_What you are asked to do_
Check each line of the records below for the word "rows" and copy those where it appears.

====== Input records ======

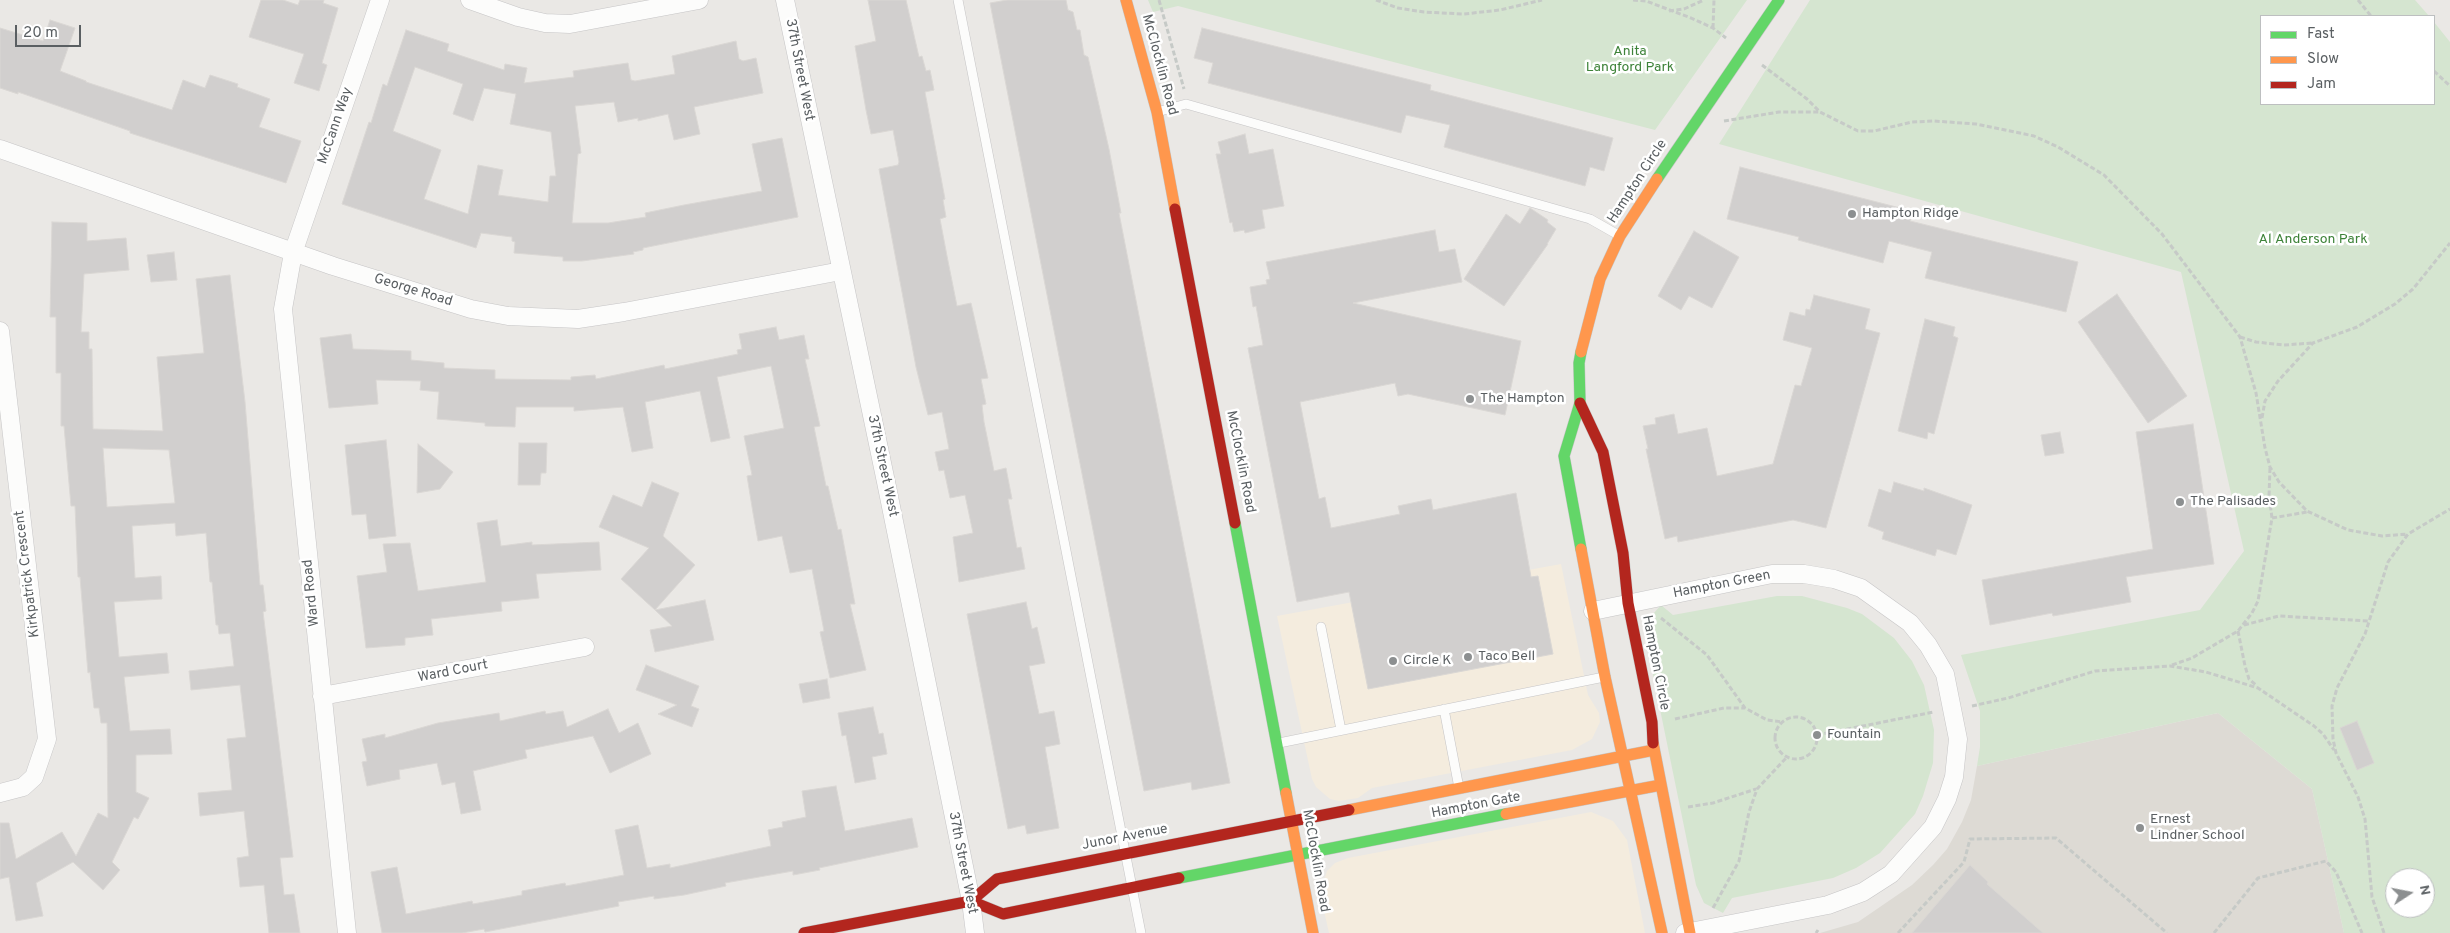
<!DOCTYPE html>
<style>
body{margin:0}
#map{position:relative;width:2450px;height:933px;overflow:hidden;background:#eae8e5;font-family:Overpass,sans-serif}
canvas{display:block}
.legend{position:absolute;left:2260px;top:15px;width:175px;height:90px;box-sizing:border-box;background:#fff;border:1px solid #bdbfc0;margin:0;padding:6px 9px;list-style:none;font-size:15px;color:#5a5f62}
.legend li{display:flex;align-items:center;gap:10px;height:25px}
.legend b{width:25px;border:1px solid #bdbfc0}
.north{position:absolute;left:2385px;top:868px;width:50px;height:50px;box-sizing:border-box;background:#fff;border:1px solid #bdbfc0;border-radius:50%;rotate:79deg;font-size:14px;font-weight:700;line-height:20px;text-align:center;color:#5a5f62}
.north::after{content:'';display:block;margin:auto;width:18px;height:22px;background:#8c8f90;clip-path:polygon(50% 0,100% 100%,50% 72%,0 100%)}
.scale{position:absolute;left:15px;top:25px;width:66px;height:22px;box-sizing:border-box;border:2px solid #5a5f62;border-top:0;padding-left:6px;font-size:15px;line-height:18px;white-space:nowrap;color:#5a5f62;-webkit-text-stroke:4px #fff;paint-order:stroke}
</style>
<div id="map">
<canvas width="2450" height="933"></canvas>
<ul class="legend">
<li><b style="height:6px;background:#63d668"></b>Fast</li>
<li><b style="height:6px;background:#ff974d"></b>Slow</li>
<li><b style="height:6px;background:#b3261e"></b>Jam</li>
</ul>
<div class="north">N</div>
<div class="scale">20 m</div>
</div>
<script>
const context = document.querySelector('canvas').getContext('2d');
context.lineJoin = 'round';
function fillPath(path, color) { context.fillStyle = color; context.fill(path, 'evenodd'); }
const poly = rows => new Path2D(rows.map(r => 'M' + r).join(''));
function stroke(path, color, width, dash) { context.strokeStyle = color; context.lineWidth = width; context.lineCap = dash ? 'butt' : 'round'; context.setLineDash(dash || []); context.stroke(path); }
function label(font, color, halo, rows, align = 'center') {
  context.font = font + ' Overpass,sans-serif'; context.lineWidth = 5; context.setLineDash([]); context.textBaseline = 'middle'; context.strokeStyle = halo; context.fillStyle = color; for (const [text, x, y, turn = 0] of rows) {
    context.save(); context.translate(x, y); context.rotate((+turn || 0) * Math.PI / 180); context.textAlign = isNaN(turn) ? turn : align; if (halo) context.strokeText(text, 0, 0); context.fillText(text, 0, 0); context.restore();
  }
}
fillPath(poly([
 [1561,564,1588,695,1599,713,1600,722,1592,739,1572,750,1372,788,1358,798,1339,801,1330,799,1316,787,1312,779,1277,616],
 [1591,812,1613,821,1627,840,1645,933,1329,933,1320,893,1327,871,1335,863,1348,858]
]), '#f4ecde');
fillPath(poly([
 [2218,713,2312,789,2344,933,1820,933,1858,922,1912,885,1933,865,1947,849,1962,822,1971,800,1977,766]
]), '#dddad4');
fillPath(poly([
 [1148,0,1747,0,1655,130,1178,6,1153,12],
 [1810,0,2415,0,2429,16,2261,16,2261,104,2434,104,2434,22,2450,42,2450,933,2344,933,2312,789,2218,713,1977,766,1980,747,1980,711,1961,655,2200,610,2244,551,2181,272,1719,144],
 [2395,878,2425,878,2425,908,2395,908],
 [1777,596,1802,596,1847,608,1862,614,1894,638,1912,661,1924,685,1934,730,1933,763,1923,796,1915,814,1880,853,1856,868,1833,878,1732,898,1723,913,1704,903,1696,885,1644,631,1646,622,1661,605,1673,615]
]), '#d5e5d0');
const building = poly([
 [261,0,283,0,298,5,300,0,324,0,323,3,338,8,322,63,327,65,319,91,294,83,304,54,249,37,261,0],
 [868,0,906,0,919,57,922,56,926,71,930,70,934,90,925,92,945,199,943,200,946,217,940,219,947,256,957,306,971,303,988,378,981,379,986,404,982,405,984,422,994,471,1006,468,1012,499,1008,499,1017,548,1021,547,1025,569,959,582,953,537,973,533,965,495,950,498,944,470,939,471,935,452,949,449,942,412,928,415,916,367,879,169,898,165,899,162,893,130,871,134,866,110,855,46,876,41,868,0],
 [1007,0,1066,0,1068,10,1073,12,1077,30,1080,30,1084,55,1088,57,1109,149,1121,213,1119,213,1230,783,1192,790,1191,782,1144,791,990,3,1007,0],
 [50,20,75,28,60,71,86,81,86,82,172,110,183,80,205,88,210,75,238,84,237,87,270,99,259,127,301,141,286,183,130,133,130,131,18,92,18,94,0,88,0,28,43,41,50,20],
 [1202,28,1431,85,1430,90,1613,138,1604,171,1590,167,1585,186,1444,147,1450,125,1406,115,1401,133,1208,83,1213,63,1194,58,1202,28],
 [406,30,449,44,447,51,504,70,505,64,527,68,524,83,574,77,573,71,628,63,631,80,635,81,675,74,672,56,736,41,739,59,743,61,756,58,763,93,694,107,700,134,674,140,668,114,638,121,638,118,618,122,614,102,575,106,581,153,578,154,572,223,608,223,646,217,645,213,684,205,762,191,752,144,782,138,798,217,643,248,643,250,633,252,634,254,582,261,563,261,563,257,514,253,515,242,512,241,512,237,481,233,476,248,342,204,369,122,371,123,383,84,387,86,406,30],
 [415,67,463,84,453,114,473,121,484,88,516,94,510,124,551,132,556,176,550,176,548,202,498,195,503,170,478,165,468,214,424,199,441,150,393,131,415,67],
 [1245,134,1249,154,1273,149,1284,206,1262,210,1265,228,1245,233,1244,230,1234,232,1232,222,1230,223,1216,154,1221,154,1218,142,1245,134],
 [1740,167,1912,211,1910,221,2078,262,2066,312,1925,278,1932,252,1889,241,1883,263,1798,240,1799,237,1727,219,1740,167],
 [1530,208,1548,220,1547,222,1556,229,1547,244,1548,244,1504,306,1464,279,1506,214,1520,224,1530,208],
 [52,222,87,223,87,241,126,238,129,270,84,274,81,332,89,332,89,349,92,349,93,429,163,431,157,357,204,353,196,279,230,275,245,402,260,585,263,585,266,611,263,612,293,857,280,858,284,895,294,894,300,933,269,933,264,885,240,887,237,858,249,856,244,811,200,816,198,793,232,790,227,739,246,737,240,685,191,690,189,671,234,666,230,633,219,634,218,625,216,625,212,582,210,582,206,533,176,536,175,523,132,526,135,578,161,576,162,599,114,602,119,657,167,653,169,673,124,677,130,731,170,729,172,754,136,755,136,792,149,798,138,819,134,817,112,862,120,870,103,890,73,862,36,883,43,916,16,921,9,877,0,879,0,823,9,823,16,859,62,832,76,856,98,813,108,818,107,723,101,723,99,708,94,708,90,672,88,673,80,577,78,577,75,506,71,506,64,426,61,426,61,373,56,373,56,317,50,317,52,222],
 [103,448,169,450,175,503,107,507,103,448],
 [1435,230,1439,252,1455,249,1462,282,1353,303,1521,341,1505,415,1408,394,1398,396,1395,383,1300,402,1319,499,1325,497,1331,528,1400,514,1398,506,1431,499,1433,510,1516,493,1531,577,1538,576,1553,654,1368,689,1349,592,1297,602,1248,348,1263,345,1256,306,1253,307,1250,287,1267,284,1266,280,1270,279,1266,262,1435,230],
 [1694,231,1739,257,1712,308,1689,296,1681,310,1658,296,1694,231],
 [174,252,177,280,151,282,147,255,174,252],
 [2117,294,2187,396,2148,423,2078,322,2117,294],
 [1814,295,1870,309,1865,329,1880,333,1826,528,1793,520,1678,542,1677,536,1665,539,1646,449,1648,449,1643,426,1656,424,1655,418,1674,414,1678,434,1707,428,1717,476,1773,464,1795,385,1801,386,1812,348,1783,340,1790,312,1805,316,1806,309,1810,310,1814,295],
 [1925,319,1955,327,1953,336,1958,338,1934,434,1928,432,1927,439,1898,431,1925,319],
 [776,327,779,340,804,335,809,359,805,359,820,426,814,427,826,486,828,486,838,530,841,529,855,604,850,604,866,670,830,678,820,632,824,631,812,569,790,573,782,536,758,541,753,513,747,476,752,475,744,436,784,428,771,366,717,377,730,438,711,442,700,391,645,402,653,448,632,452,623,407,574,411,574,407,516,407,515,427,485,426,485,423,437,419,439,392,420,390,421,381,376,380,378,404,329,408,320,338,351,334,353,349,411,351,411,360,444,363,444,368,495,370,495,379,571,380,571,377,595,375,596,379,664,365,665,369,738,354,737,350,742,349,739,334,776,327],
 [2193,424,2214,564,2126,577,2131,602,2053,616,2052,613,1990,625,1982,580,2153,549,2136,432,2193,424],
 [2060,432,2064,453,2045,456,2041,435,2060,432],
 [386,440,396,536,369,539,366,514,352,515,345,445,386,440],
 [519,443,547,443,546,473,541,473,540,485,518,485,519,443],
 [418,444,453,472,440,489,417,493,418,444],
 [652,482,679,493,663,536,695,565,655,610,621,579,649,548,599,527,613,495,642,507,652,482],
 [1894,482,1924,491,1924,488,1972,505,1956,555,1937,549,1935,556,1882,539,1884,532,1868,526,1879,489,1891,493,1894,482],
 [497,520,501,546,532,542,532,545,599,542,601,570,536,574,539,598,501,602,502,611,431,619,433,635,405,638,405,645,366,648,357,576,387,572,383,544,410,543,418,591,486,582,477,523,497,520],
 [705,600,714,640,655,652,650,630,672,626,655,610,705,600],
 [1026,602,1032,629,1037,627,1045,663,1029,666,1039,714,1054,711,1060,744,1045,747,1059,828,1027,834,1025,825,1008,829,967,614,1026,602],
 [646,665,699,686,691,706,699,709,692,727,658,714,677,705,636,690,646,665],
 [827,679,830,698,803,703,799,684,827,679],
 [873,707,879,734,883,733,887,754,872,757,876,779,855,783,846,735,842,736,838,713,873,707],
 [608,709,619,733,638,723,651,754,610,773,593,736,525,750,527,758,473,771,481,810,461,814,455,782,442,785,437,763,399,770,400,779,367,786,362,762,367,761,362,739,385,734,385,738,438,723,499,713,500,721,545,711,546,714,563,711,567,727,608,709],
 [2357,721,2374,763,2357,770,2340,728,2357,721],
 [836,786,845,831,912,818,918,847,819,868,820,870,793,875,793,871,725,883,726,886,684,895,654,899,654,896,618,902,619,906,485,932,484,929,462,933,382,933,371,872,397,867,406,914,472,901,473,904,522,895,522,891,565,883,566,886,624,875,615,830,638,825,647,868,670,864,670,868,771,846,768,830,783,827,782,822,806,817,802,791,836,786],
 [1970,865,1988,882,1987,884,2043,933,1912,933,1970,865]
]);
fillPath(building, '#d1cfce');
stroke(building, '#dad7d4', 1);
const lane = poly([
 [958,0,1141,933],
 [1157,112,1186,104,1590,219,1620,236],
 [1321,627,1341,730],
 [1444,709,1459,788],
 [1279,743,1604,677]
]);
const street = poly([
 [470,0,518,17,545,23,570,24,699,0],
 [785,0,886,482,971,901,975,933],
 [0,149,333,266,471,309,508,316,578,319,624,312,841,271],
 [0,331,47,739,34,777,23,787,0,793],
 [1593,611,1772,574,1804,574,1834,579,1861,588,1910,623,1928,645,1945,674,1958,739,1954,777,1947,799,1933,827,1891,874,1863,892,1828,905,1685,933],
 [322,696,585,647],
 [347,933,283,309,293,253,380,0]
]);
const fast = poly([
 [1657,179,1779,0],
 [1235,523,1286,793],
 [1581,549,1564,456,1580,403,1579,363,1581,352],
 [1179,878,1506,814]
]);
const slow = poly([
 [1126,0,1157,112,1175,209],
 [1581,352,1600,279,1620,236,1657,179],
 [1581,549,1605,677,1662,933],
 [1653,743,1690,933],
 [1286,793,1313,933],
 [1349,810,1654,750],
 [1506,814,1661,785]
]);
const jam = poly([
 [1175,209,1235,523],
 [1580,403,1603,452,1623,553,1628,603,1652,722,1653,743],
 [971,901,997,879,1349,810],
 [804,933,971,901,1003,914,1179,878]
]);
stroke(lane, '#c6c5c6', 10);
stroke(street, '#c6c5c6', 19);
stroke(fast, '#c5c5c5', 12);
stroke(slow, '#c5c5c5', 12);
stroke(jam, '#c5c5c5', 12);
stroke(poly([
 [1159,0,1184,89],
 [1376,0,1398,8,1424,12,1464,14,1500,10,1542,0],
 [1633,0,1646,1,1691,18,1713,28,1726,38],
 [2358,0,2371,16],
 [1669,11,1684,9,1704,0],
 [1713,28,1714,0],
 [1762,65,1807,99,1820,112,1858,131,1874,131,1912,122,1934,121,1976,124,2034,136,2058,147,2104,175,2162,234,2240,337,2256,393,2265,448,2270,467,2279,482,2307,511,2348,530,2382,536,2408,534],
 [2434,71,2450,86],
 [1724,121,1779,112,1819,112],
 [2240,337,2256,342,2284,345,2312,343],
 [2262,418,2265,401,2278,381,2313,343,2357,327,2395,304,2413,289,2450,243],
 [2270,468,2269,496,2272,518],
 [1661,618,1707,655,1745,708,1767,720,1783,722],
 [2244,625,2279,616,2369,621],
 [2238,631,2245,666,2249,679,2257,686],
 [2172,665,2192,658,2238,631,2252,613,2258,601,2272,518,2307,512],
 [1972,706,2008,698,2095,671,2170,666,2206,672,2258,688,2314,726,2323,734,2334,750],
 '1775 738a21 21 0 1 1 42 0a21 21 0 1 1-42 0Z',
 [1675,719,1724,708,1744,708],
 [1817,735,1934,712],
 [1688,807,1713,803,1756,789],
 [1713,908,1739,861,1749,812,1757,789,1787,757],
 [1816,933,1818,930],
 [1898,933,1964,862,1970,839,2056,838,2167,933],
 [2214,933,2258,878,2326,861,2336,872,2362,933],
 [2384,933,2372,897,2365,819,2358,797,2336,753,2333,739,2332,706,2337,688,2365,634,2388,562,2408,534,2450,509]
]), '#c6cac7', 3, [5, 2.5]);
stroke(lane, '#fcfcfb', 9);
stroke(street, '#fcfcfb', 18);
stroke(fast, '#63d668', 11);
stroke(slow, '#ff974d', 11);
stroke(jam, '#b3261e', 11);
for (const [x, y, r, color] of [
 [1852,214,5,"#8c8f90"],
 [1470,399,5,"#8c8f90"],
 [2180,502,5,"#8c8f90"],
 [1468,657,5,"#8c8f90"],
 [1393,661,5,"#8c8f90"],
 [1817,735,5,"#8c8f90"],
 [2140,828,5,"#8c8f90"]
]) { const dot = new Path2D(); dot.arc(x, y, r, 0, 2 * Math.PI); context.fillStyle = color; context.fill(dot); stroke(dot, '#fff', 2); }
label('14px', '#3e8339', '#fff', [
 ["Anita",1630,52],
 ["Langford Park",1630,68],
 ["Al Anderson Park",2313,240]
]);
label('14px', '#5a5f62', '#fff', [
 ["McClocklin Road",1159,65,75],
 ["37th Street West",799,70,79],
 ["McCann Way",336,126,-71],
 ["Hampton Circle",1638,182,-57],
 ["George Road",413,291,17],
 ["McClocklin Road",1240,462,79],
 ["37th Street West",882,466,78],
 ["Kirkpatrick Crescent",28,574,-97],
 ["Hampton Green",1722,585,-11],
 ["Ward Road",312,593,-96],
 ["Hampton Circle",1655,663,79],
 ["Ward Court",453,672,-11],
 ["Hampton Gate",1476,806,-11],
 ["Junor Avenue",1125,838,-11],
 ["McClocklin Road",1315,861,80],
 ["37th Street West",962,863,79]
]);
label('14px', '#5a5f62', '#fff', [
 ["Hampton Ridge",1862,214],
 ["The Hampton",1480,399],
 ["The Palisades",2190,502],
 ["Taco Bell",1478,657],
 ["Circle K",1403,661],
 ["Fountain",1827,735],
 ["Ernest",2150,820],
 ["Lindner School",2150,836]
], 'left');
</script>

======

_Answer for this exercise_
const poly = rows => new Path2D(rows.map(r => 'M' + r).join(''));
function label(font, color, halo, rows, align = 'center') {
  context.font = font + ' Overpass,sans-serif'; context.lineWidth = 5; context.setLineDash([]); context.textBaseline = 'middle'; context.strokeStyle = halo; context.fillStyle = color; for (const [text, x, y, turn = 0] of rows) {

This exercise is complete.